# Activity
For this exercise, reproduce the entries below exactly, but only from the line containing "478,32 C 487,36" through the line containing "0,75 L 75,75", both included.

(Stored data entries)

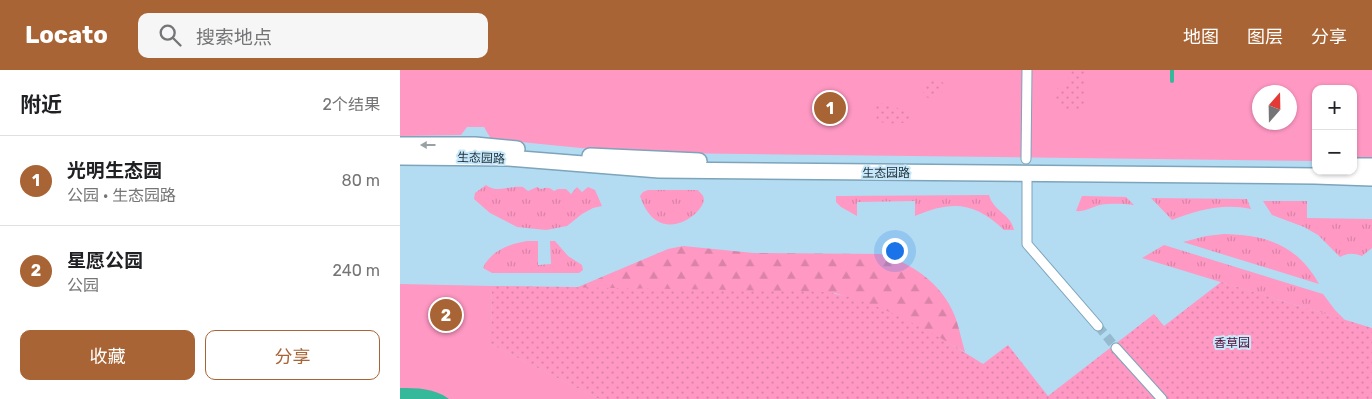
<!DOCTYPE html>
<html lang="zh">
<meta charset="utf-8">
<style>
:root{--surface:#fff;--page:#f6f6f6;--text:#202124;--muted:#757577;--line:#e0e0e0;--accent:#a86434}
body{margin:0;font-family:Rubik,"Noto Sans SC",sans-serif;background:var(--page);color:var(--text)}
.controls{position:absolute;right:15px;top:15px;display:grid;overflow:hidden;border-radius:10px;box-shadow:0 1px 4px #0004}
.controls button{width:45px;height:45px;display:grid;place-items:center;padding:0;border:0;border-bottom:1px solid var(--line);background:var(--surface);color:var(--text);font:25px sans-serif}
.compass{position:absolute;left:852px;top:15px;width:45px;height:45px;border-radius:50%;background:var(--surface);box-shadow:0 1px 4px #0004;rotate:20deg}
.you{position:absolute;left:494px;top:180px;width:18px;height:18px;margin:-12px;border:4px solid #fff;border-radius:50%;background:#1a73e8;box-shadow:0 0 0 8px #1a73e833}
.badge{display:grid;place-items:center;width:32px;height:32px;border-radius:50%;background:var(--accent);color:#fff;font-size:16px;font-weight:700}
.pin{position:absolute;translate:-50% -50%;border:2px solid #fff;box-shadow:0 1px 5px #0006}
.list{margin:0;padding:0;list-style:none}
h2{display:flex;justify-content:space-between;align-items:center;height:65px;margin:0;padding:0 20px;font-size:21px}
h2 small{font-size:16px;font-weight:400;color:var(--muted)}
.list li{display:grid;grid-template-columns:32px 1fr auto;gap:15px;align-items:center;box-sizing:border-box;height:90px;padding:0 20px;border-top:1px solid var(--line)}
.list b{display:block;font-size:19px;white-space:nowrap}
.list p{margin:0;font-size:16px;white-space:nowrap;color:var(--muted)}
.list em{font-size:16px;font-style:normal;color:var(--muted)}
.actions{display:flex;gap:10px;padding:15px 20px}
.actions a{flex:1;padding:11px 0;border:1px solid var(--accent);border-radius:10px;text-align:center;font-size:18px;color:var(--accent)}
.actions .main{background:var(--accent);color:#fff}
.icon{flex:none;width:28px;height:28px;fill:none;stroke:currentColor;stroke-width:2;stroke-linecap:round;stroke-linejoin:round}
.map{position:relative;flex:none;width:972px;height:329px;overflow:hidden}
header{display:flex;align-items:center;gap:30px;box-sizing:border-box;height:70px;padding:0 25px;background:var(--accent);color:#fff}
header strong{font-size:24px}
nav{display:flex;gap:28px;margin-inline-start:auto;font-size:18px}
.search{width:350px;height:45px;background:var(--page);display:flex;align-items:center;gap:12px;box-sizing:border-box;padding:0 18px;border-radius:10px;color:var(--muted);font-size:19px}
main{display:flex}
aside{flex:1;background:var(--surface)}
.map>svg:first-child{display:block}
.grass{fill:url(#grass-tufts)}
.forest{fill:url(#forest-firs)}
.park{fill:#ff98c3;fill-rule:evenodd}
.garden{fill:url(#garden-dots)}
.water{fill:#36b99b}
.lines{fill:none;stroke-linecap:round;stroke-linejoin:round}
.stream{stroke:#36b99b;stroke-width:4}
.pedestrian-tunnel{stroke:#95b9ce;stroke-width:9;stroke-dasharray:9 4.5;stroke-linecap:butt}
.pedestrian-casing{stroke:#7da4ba;stroke-width:11}
.tertiary-casing{stroke:#7da4ba;stroke-width:18}
.pedestrian{stroke:#fff;stroke-width:9}
.tertiary{stroke:#fff;stroke-width:15}
.oneway{fill:#9aa1a5}
.labels{text-anchor:middle;stroke-width:4;stroke-linejoin:round;paint-order:stroke}
.street-label{font-size:12px;fill:#1f2f38;stroke:#c7e8fb}
.park-label{font-size:12px;fill:#530b31;stroke:#c7e8fb}
</style>
<header>
<strong>Locato</strong>
<div class="search"><svg class="icon" aria-label="search" viewBox="0 0 24 24"><circle cx="10" cy="10" r="6"/><path d="M15 15l6 6"/></svg>搜索地点</div>
<nav><a>地图</a><a>图层</a><a>分享</a></nav>
</header>
<main>
<aside>
<h2>附近<small>2个结果</small></h2>
<ul class="list">
<li><span class="badge">1</span><div><b>光明生态园</b><p>公园 · 生态园路</p></div><em>80 m</em></li>
<li><span class="badge">2</span><div><b>星愿公园</b><p>公园</p></div><em>240 m</em></li>
</ul>
<div class="actions"><a class="main">收藏</a><a>分享</a></div>
</aside>
<div class="map">
<svg width="972" height="329" viewBox="0 0 972 329">
<defs>
<pattern id="grass-tufts" width="24" height="20" patternUnits="userSpaceOnUse" patternTransform="scale(1.25)"><rect width="24" height="20" fill="#ff98c3"/><path d="M3 7l-1-3M5 7V3M7 7l1-3M15 17l-1-3M17 17v-4M19 17l1-3" fill="none" stroke="#da83a8"/></pattern>
<pattern id="forest-firs" width="22" height="20" patternUnits="userSpaceOnUse" patternTransform="scale(1.25)"><rect width="22" height="20" fill="#ff98c3"/><path d="M5 1l3.5 6h-7zM16 11l3.5 6h-7z" fill="#da83a8"/></pattern>
<pattern id="garden-dots" width="8" height="8" patternUnits="userSpaceOnUse" patternTransform="scale(1.25)"><rect width="8" height="8" fill="#ff98c3"/><path d="M2 2h.1M6 6h.1" fill="none" stroke="#da83a8" stroke-width="1.8" stroke-linecap="round"/></pattern>
</defs>
<rect width="100%" height="100%" fill="#b3dcf3"/>
<g class="grass">
<path d="M 86,115 C 98,124 109,115 123,117 L 128,121 L 137,117 L 141,119 C 147,117 149,117 154,121 L 158,119 L 166,119 L 171,124 L 177,117 L 182,122 L 188,117 L 195,120 L 202,136 L 193,138 L 182,144 L 167,156 L 146,160 L 117,157 L 90,143 L 74,129 L 75,123 Z"/>
<path d="M 248,120 L 298,120 C 298,121 303,125 303,126 C 311,139 259,183 240,126 L 243,122 Z"/>
<path d="M 589,125 C 593,141 611,144 614,160 L 604,160 C 575,132 552,130 515,146 L 515,131 L 457,132 L 457,146 L 441,137 L 436,132 L 436,126 Z"/>
<path d="M 682,126 L 726,127 L 734,135 C 723,134 712,133 700,135 C 692,137 684,142 676,141 Z"/>
<path d="M 751,128 L 847,129 L 851,139 C 823,133 798,140 772,150 Z"/>
<path d="M 863,131 L 907,131 L 907,148 L 972,149 L 972,178 L 962,186 C 953,183 948,183 940,187 L 918,165 L 904,157 L 872,145 Z"/>
<path d="M 824,164 C 867,165 897,175 919,214 L 783,172 L 806,166 Z"/>
<path d="M 127,171 L 138,171 L 138,195 L 151,194 L 150,171 L 155,171 L 168,186 L 182,195 L 183,200 L 179,203 L 92,203 L 83,198 C 91,180 110,174 127,171 Z"/>
<path d="M 764,175 L 923,224 L 935,240 L 945,250 L 742,188 Z"/>
</g>
<path class="forest" d="M 283,176 L 354,183 L 481,184 C 515,194 546,217 557,252 C 560,262 562,272 565,282 C 523,259 482,237 435,223 L 199,329 L 91,274 L 92,216 L 178,217 L 268,179 Z"/>
<g class="park">
<path d="M 0,0 L 972,0 L 972,92 L 953,92 L 953,19 L 916,19 L 916,91 L 270,83 L 191,79 L 91,69 L 84,57 L 67,57 L 61,65 L 0,66 ZM 859,22 L 889,22 L 889,52 L 859,52 Z"/>
<path d="M 0,214 L 92,216 L 91,274 L 199,329 L 0,329 Z"/>
</g>
<g class="garden">
<path d="M 673,0 L 685,1 L 684,34 L 680,40 C 664,43 650,36 657,19 C 666,14 668,9 673,0 Z"/>
<path d="M 537,9 L 545,14 L 542,22 L 530,28 L 524,27 C 522,15 525,10 537,9 Z"/>
<path d="M 478,32 C 487,36 508,39 512,45 L 506,52 L 498,54 L 477,52 L 475,37 Z"/>
<path d="M 821,212 L 972,258 L 972,329 L 199,329 L 91,274 L 92,216 L 401,221 C 412,222 425,221 436,224 C 480,232 545,269 583,294 L 608,275 L 648,326 L 754,244 L 764,256 Z"/>
</g>
<path class="water" d="M 0,318 C 18,318 34,318 49,329 L 0,329 Z"/>
<g class="lines">
<path class="stream" d="M 772,11 L 772,0"/>
<path class="pedestrian-tunnel" d="M 698,256 L 716,278"/>
<defs>
<g id="pedestrian">
<path d="M 626,89 L 627,0"/>
<path d="M 627,109 L 627,174 L 698,256"/>
<path d="M 716,278 L 762,329"/>
</g>
<g id="tertiary">
<path d="M 0,75 L 75,75 L 117,79"/>
<path d="M 190,86 L 299,91"/>
<path d="M 0,87 L 108,88 L 259,100 L 915,106 L 972,108"/>
<path d="M 953,96 L 972,96"/>
</g>
</defs>
<use href="#pedestrian" class="pedestrian-casing"/>
<use href="#tertiary" class="tertiary-casing"/>
<use href="#pedestrian" class="pedestrian"/>
<use href="#tertiary" class="tertiary"/>
</g>
<defs><path id="oneway-solid" d="M-6-.8H1V-3.2L6.5 0L1 3.2V.8H-6Z" transform="scale(1.25)"/></defs>
<use class="oneway" href="#oneway-solid" transform="translate(28 75) rotate(180)"/>
<g class="labels">
<g class="street-label">
<text transform="translate(81 88) rotate(2)" y="4">生态园路</text>
<text x="486" y="107">生态园路</text>
</g>
<g class="park-label">
<text x="832" y="277">香草园</text>
</g>
</g>
</svg>
<div class="controls">
<button>+</button>
<button>−</button>
</div>
<svg class="compass" viewBox="-18 -18 36 36"><path d="M0-13l5 13h-10z" fill="#e53935"/><path d="M0 13l5-13h-10z" fill="#757577"/></svg>
<div class="you"></div>
<div class="pin badge" style="left:430px;top:38px">1</div>
<div class="pin badge" style="left:46px;top:245px">2</div>
</div>
</main>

# Answer for this exercise
<path d="M 478,32 C 487,36 508,39 512,45 L 506,52 L 498,54 L 477,52 L 475,37 Z"/>
<path d="M 821,212 L 972,258 L 972,329 L 199,329 L 91,274 L 92,216 L 401,221 C 412,222 425,221 436,224 C 480,232 545,269 583,294 L 608,275 L 648,326 L 754,244 L 764,256 Z"/>
</g>
<path class="water" d="M 0,318 C 18,318 34,318 49,329 L 0,329 Z"/>
<g class="lines">
<path class="stream" d="M 772,11 L 772,0"/>
<path class="pedestrian-tunnel" d="M 698,256 L 716,278"/>
<defs>
<g id="pedestrian">
<path d="M 626,89 L 627,0"/>
<path d="M 627,109 L 627,174 L 698,256"/>
<path d="M 716,278 L 762,329"/>
</g>
<g id="tertiary">
<path d="M 0,75 L 75,75 L 117,79"/>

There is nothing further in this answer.